*Problem details*:
The answer consists of one number: how many lines of the data below include the string "they".

□ □ □ □

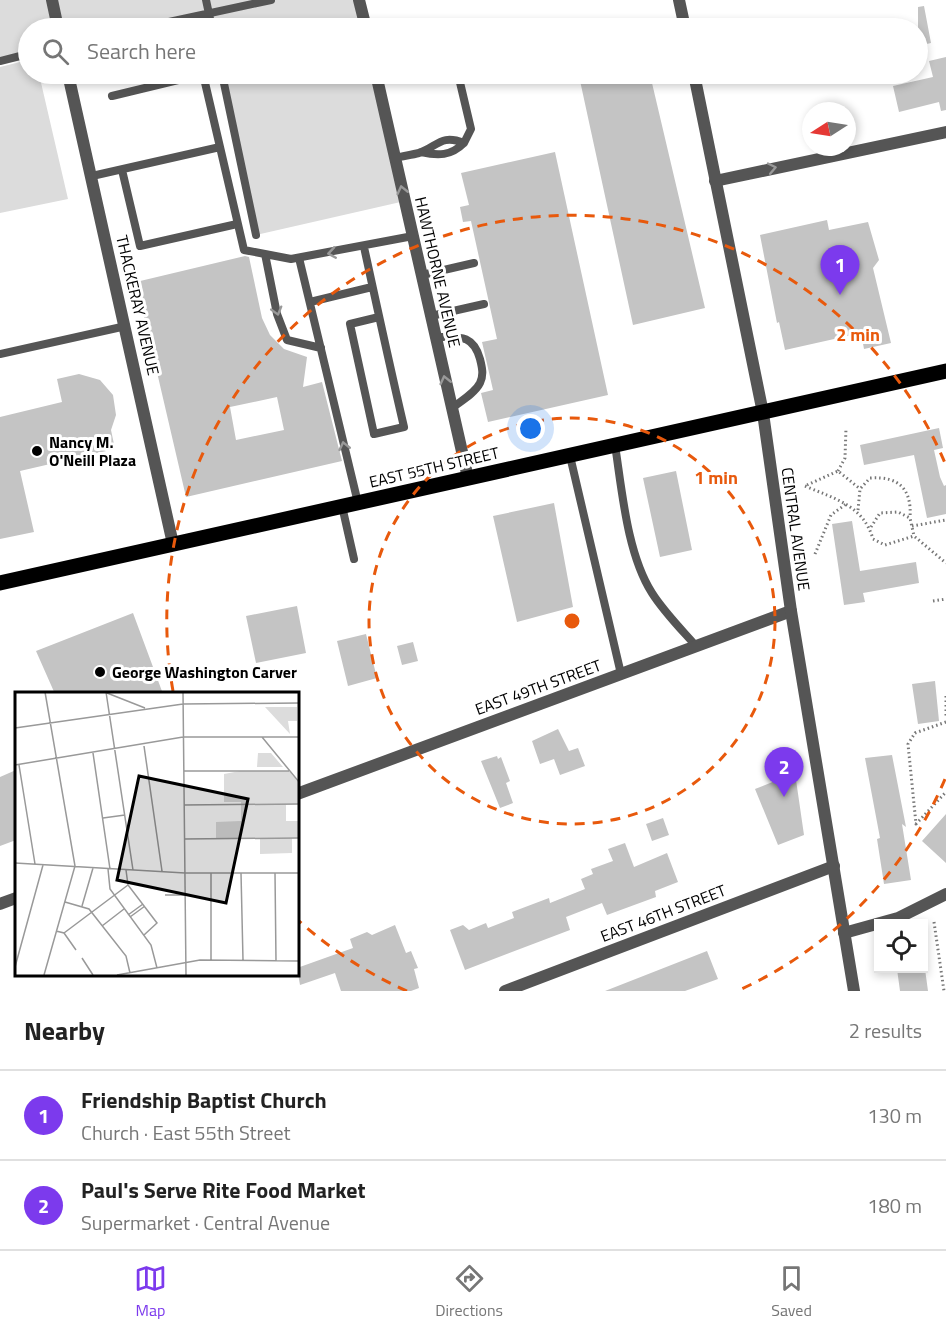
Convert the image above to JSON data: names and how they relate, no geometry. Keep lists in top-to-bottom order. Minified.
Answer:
{"streets":{"main road":["EAST 55TH STREET"],"street":["HAWTHORNE AVENUE","THACKERAY AVENUE","CENTRAL AVENUE","EAST 49TH STREET","EAST 46TH STREET"]},"crossings":[["HAWTHORNE AVENUE","EAST 55TH STREET"],["THACKERAY AVENUE","EAST 55TH STREET"],["EAST 55TH STREET","CENTRAL AVENUE"],["CENTRAL AVENUE","EAST 49TH STREET"],["CENTRAL AVENUE","EAST 46TH STREET"]],"one_way":["HAWTHORNE AVENUE"],"places":["Nancy M. O'Neill Plaza","George Washington Carver"],"north":"left","page":{"search":"Search here","pins":["1","2"],"heading":["Nearby","2 results"],"list":[{"mark":"1","name":"Friendship Baptist Church","note":"Church · East 55th Street","value":"130 m"},{"mark":"2","name":"Paul's Serve Rite Food Market","note":"Supermarket · Central Avenue","value":"180 m"}],"nav":["Map","Directions","Saved"]},"rings":["2 min","1 min"]}
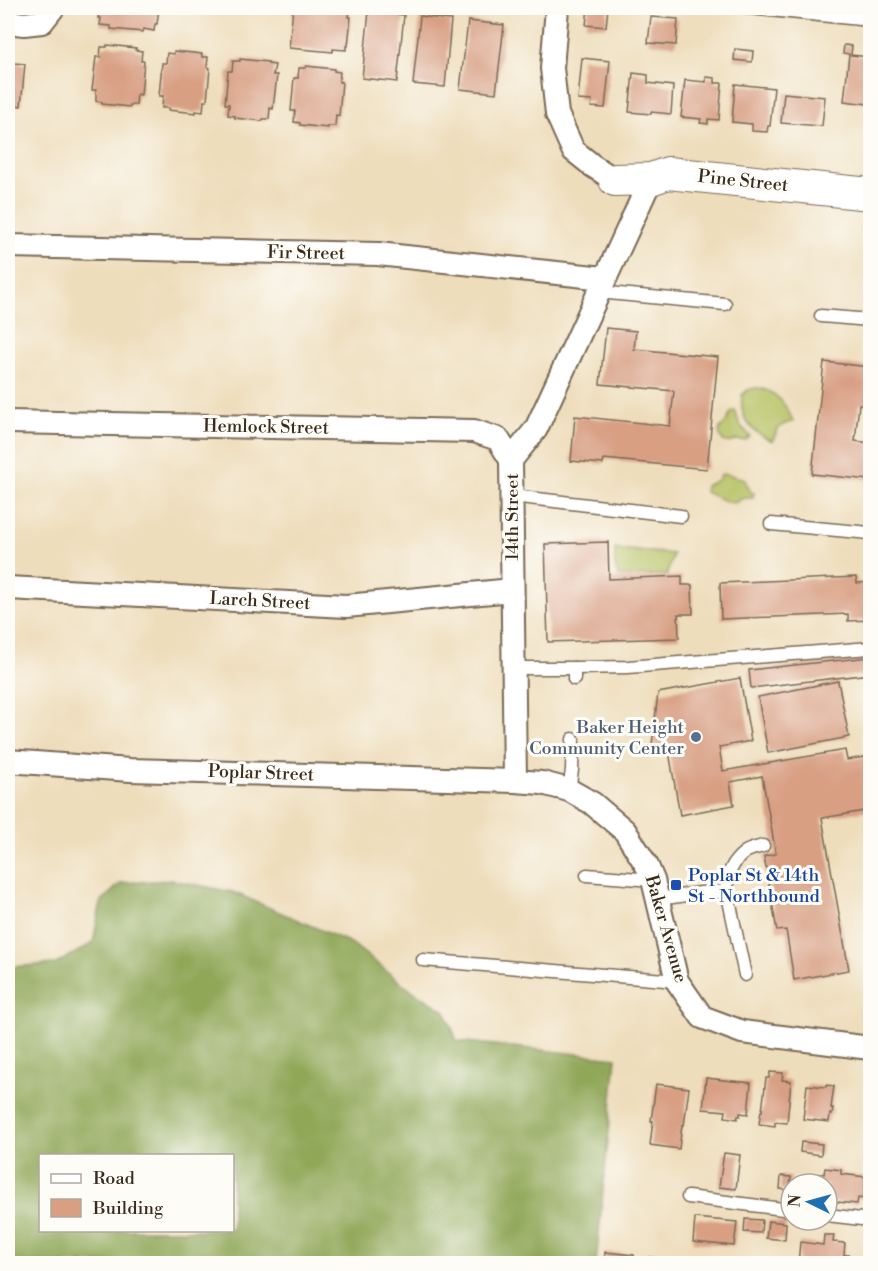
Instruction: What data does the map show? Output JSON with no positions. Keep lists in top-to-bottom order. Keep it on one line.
{"streets":{"street":["Pine Street","Fir Street","Hemlock Street","14th Street","Larch Street","Poplar Street","Baker Avenue"]},"crossings":[["Pine Street","14th Street"],["Fir Street","14th Street"],["Hemlock Street","14th Street"],["14th Street","Larch Street"],["14th Street","Poplar Street"],["14th Street","Baker Avenue"],["Poplar Street","Baker Avenue"]],"places":{"other":["Baker Height Community Center"],"transit":["Poplar St & 14th St - Northbound"]},"legend":["Road","Building"],"north":"left"}
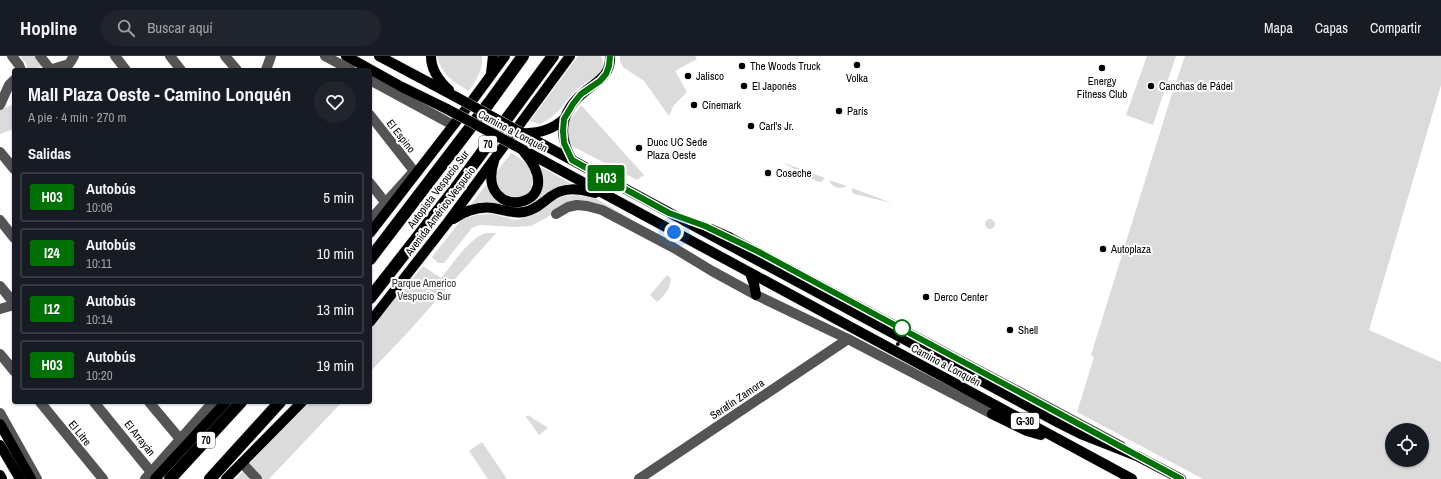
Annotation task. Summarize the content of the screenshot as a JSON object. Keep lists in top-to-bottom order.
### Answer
{
  "streets": {
    "highway": ["70", "Autopista Vespucio Sur"],
    "main road": ["Camino a Lonquén", "Avenida Américo Vespucio", "G-30"],
    "street": [
      "El Espino",
      "Serafín Zamora",
      "El Litre",
      "El Arrayán"
    ]
  },
  "crossings": [
    ["Camino a Lonquén", "Serafín Zamora"]
  ],
  "parks": ["Parque Americo Vespucio Sur"],
  "places": [
    "Volka",
    "The Woods Truck",
    "Energy Fitness Club",
    "Jalisco",
    "El Japonés",
    "Canchas de Pádel",
    "Cinemark",
    "París",
    "Carl's Jr.",
    "Duoc UC Sede Plaza Oeste",
    "Coseche",
    "Autoplaza",
    "Derco Center",
    "Shell"
  ],
  "lines": ["bus line H03"],
  "page": {
    "header": "Hopline",
    "search": "Buscar aquí",
    "nav": ["Mapa", "Capas", "Compartir"],
    "on_map": "H03",
    "heading": [
      ["Mall Plaza Oeste - Camino Lonquén", "A pie · 4 min · 270 m"],
      "Salidas"
    ],
    "list": [
      {
        "mark": "H03",
        "name": "Autobús",
        "note": "10:06",
        "value": "5 min"
      },
      {
        "mark": "I24",
        "name": "Autobús",
        "note": "10:11",
        "value": "10 min"
      },
      {
        "mark": "I12",
        "name": "Autobús",
        "note": "10:14",
        "value": "13 min"
      },
      {
        "mark": "H03",
        "name": "Autobús",
        "note": "10:20",
        "value": "19 min"
      }
    ]
  }
}
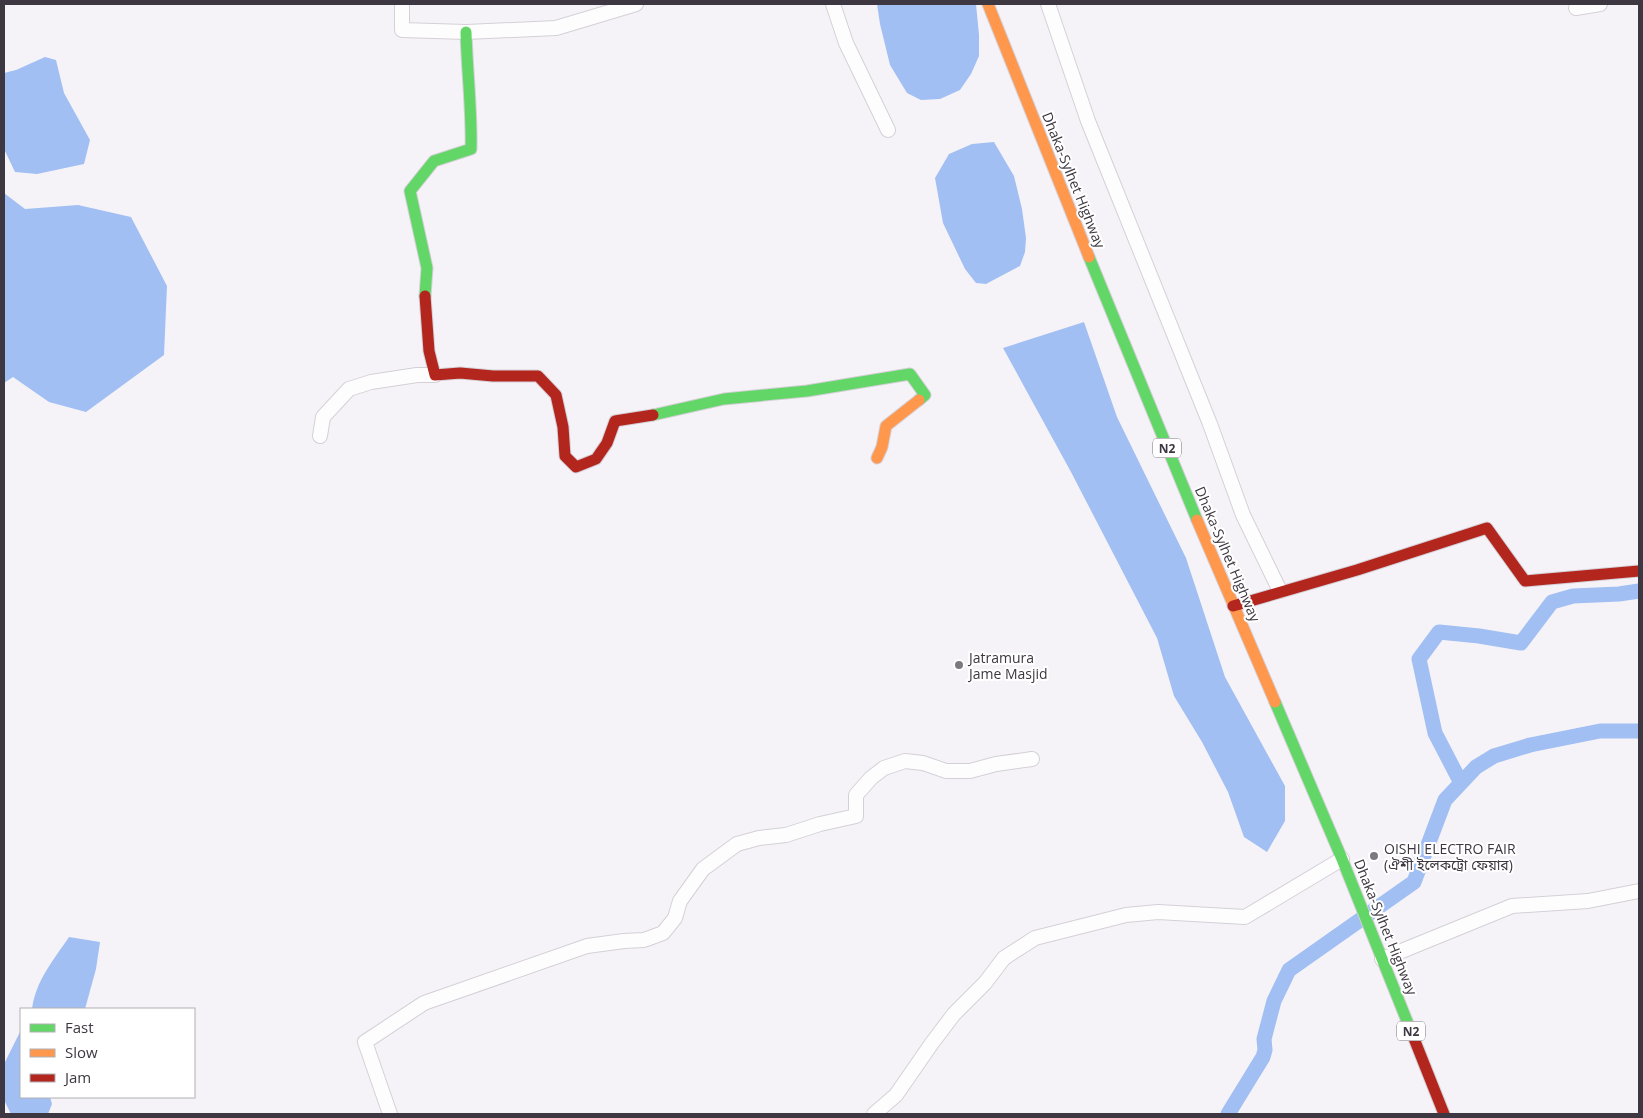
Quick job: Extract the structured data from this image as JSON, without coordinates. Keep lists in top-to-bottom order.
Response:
{
  "streets": {
    "main road": ["Dhaka-Sylhet Highway", "N2"]
  },
  "places": ["Jatramura Jame Masjid", "OISHI ELECTRO FAIR (ঐশী ইলেকট্রো ফেয়ার)"],
  "legend": ["Fast", "Slow", "Jam"]
}
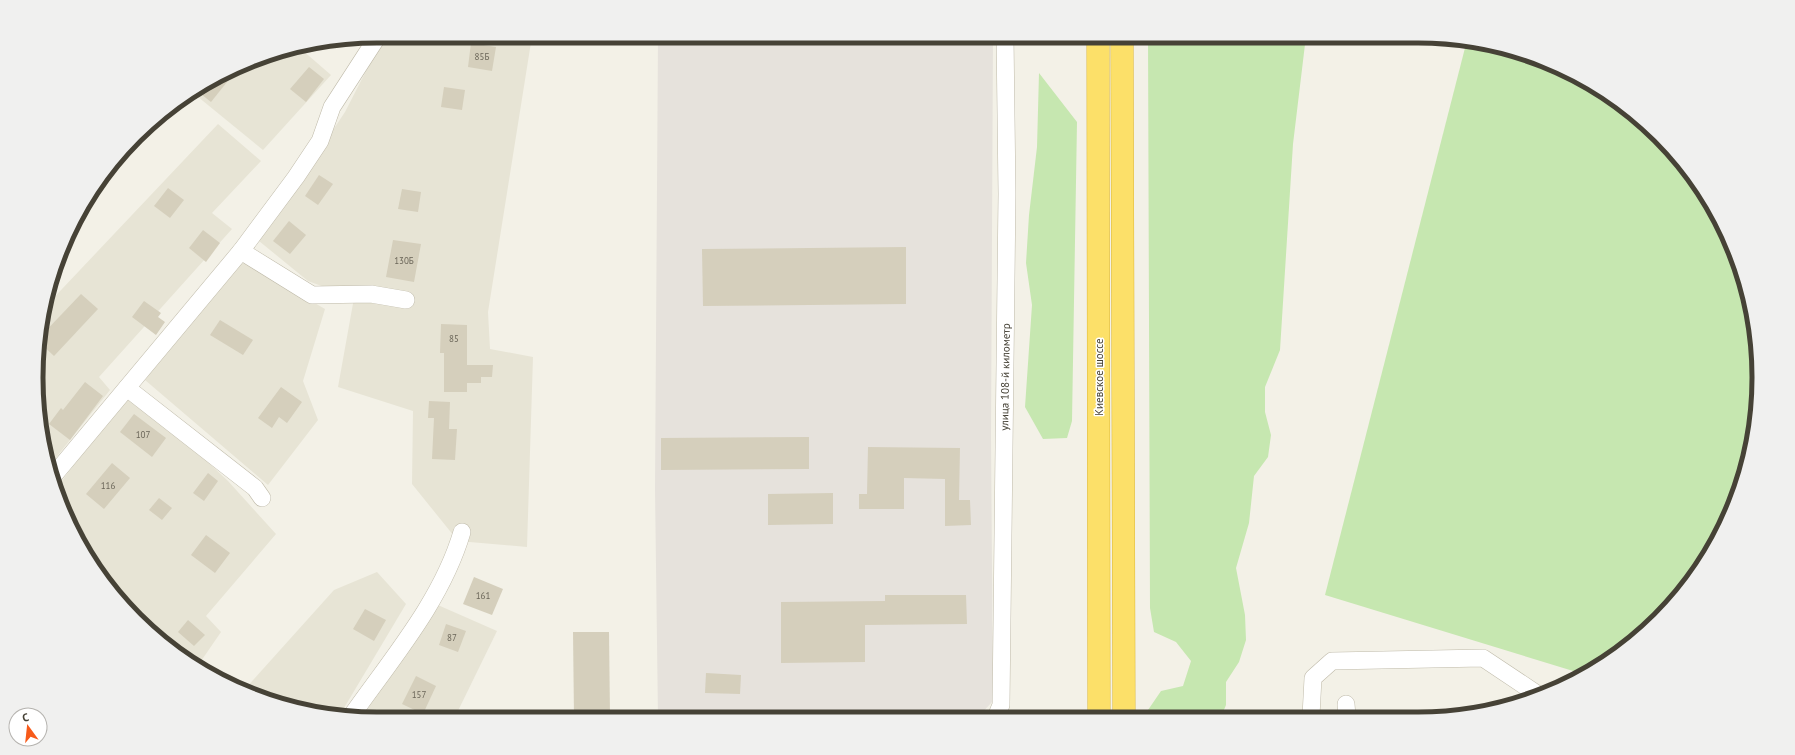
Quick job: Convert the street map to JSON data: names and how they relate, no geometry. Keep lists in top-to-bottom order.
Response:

□ □ □ □

*Answer to the exercise*:
2